Information économique: le HCP menacé de disparition; Lahlimi accuse le PJD!

Peu de gens le savent: quand il est au bureau, Ahmed Lahlimi, Haut Commissaire au Plan (HCP), est appelé M. le Ministre par ses collaborateurs. C’est dire l’importance de cette institution héritière du ministère au Plan, qui était dans les années post-indépendance l’équivalent d’un ministère de l’Intérieur en matière économique.

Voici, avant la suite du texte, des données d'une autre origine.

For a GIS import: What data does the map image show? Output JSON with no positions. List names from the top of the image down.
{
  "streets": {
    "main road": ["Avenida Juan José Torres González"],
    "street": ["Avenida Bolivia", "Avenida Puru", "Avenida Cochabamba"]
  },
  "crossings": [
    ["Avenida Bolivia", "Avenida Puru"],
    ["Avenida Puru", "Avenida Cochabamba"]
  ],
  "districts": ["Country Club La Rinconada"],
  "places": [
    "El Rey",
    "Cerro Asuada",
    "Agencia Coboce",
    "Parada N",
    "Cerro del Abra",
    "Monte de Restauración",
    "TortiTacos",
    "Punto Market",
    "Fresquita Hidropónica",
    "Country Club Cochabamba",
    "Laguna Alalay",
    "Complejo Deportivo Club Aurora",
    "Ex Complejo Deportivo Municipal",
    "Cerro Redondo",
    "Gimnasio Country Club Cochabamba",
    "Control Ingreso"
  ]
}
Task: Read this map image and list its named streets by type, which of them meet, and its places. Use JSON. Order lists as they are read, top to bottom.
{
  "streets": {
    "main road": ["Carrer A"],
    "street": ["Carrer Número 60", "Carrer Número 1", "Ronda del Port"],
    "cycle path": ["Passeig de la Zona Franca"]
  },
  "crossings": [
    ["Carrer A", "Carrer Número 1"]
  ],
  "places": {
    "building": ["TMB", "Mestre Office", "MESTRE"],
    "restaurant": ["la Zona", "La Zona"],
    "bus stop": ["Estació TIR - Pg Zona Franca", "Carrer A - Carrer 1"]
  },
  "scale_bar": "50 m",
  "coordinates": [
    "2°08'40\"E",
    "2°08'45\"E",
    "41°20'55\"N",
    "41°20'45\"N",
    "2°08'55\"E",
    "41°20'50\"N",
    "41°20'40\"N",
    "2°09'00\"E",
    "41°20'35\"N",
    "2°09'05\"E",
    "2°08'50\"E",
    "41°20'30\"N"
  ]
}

Aujourd’hui, on dit qu’il y a tentative de tout simplement le zapper pour le réduire à une « simple » agence de statistique, (une sorte de méga service comptable de l’Etat).

Il s’agit de la remise sur la table d’un avant projet de texte de loi prévoyant la création du conseil national de l’information statistique et de l’Agence nationale de la statistique. Une information révélée par L’Économiste qui ajoute que ce texte a été « distribué à différents départements ministériels,  pour avis ».

Dans le détail, « l’avant projet de loi prévoit de remplacer le Haut Commissariat au Plan (HCP) par l’Agence de la statistique. Celle-ci est censée récupérer toutes les prérogatives du HCP. Cette instance serait gérée par un directeur général et un conseil d’administration dont les membres seraient nommés par le chef du gouvernement ».

Aussi, « l’agence de la statistique serait chargée de produire  de l’information économique, démographique et sociale et de l’établissement des comptes de la nation. Elle devrait également élaborer des études dans les domaines de la conjoncture, du cadrage macroéconomique et de la prospective…etc ».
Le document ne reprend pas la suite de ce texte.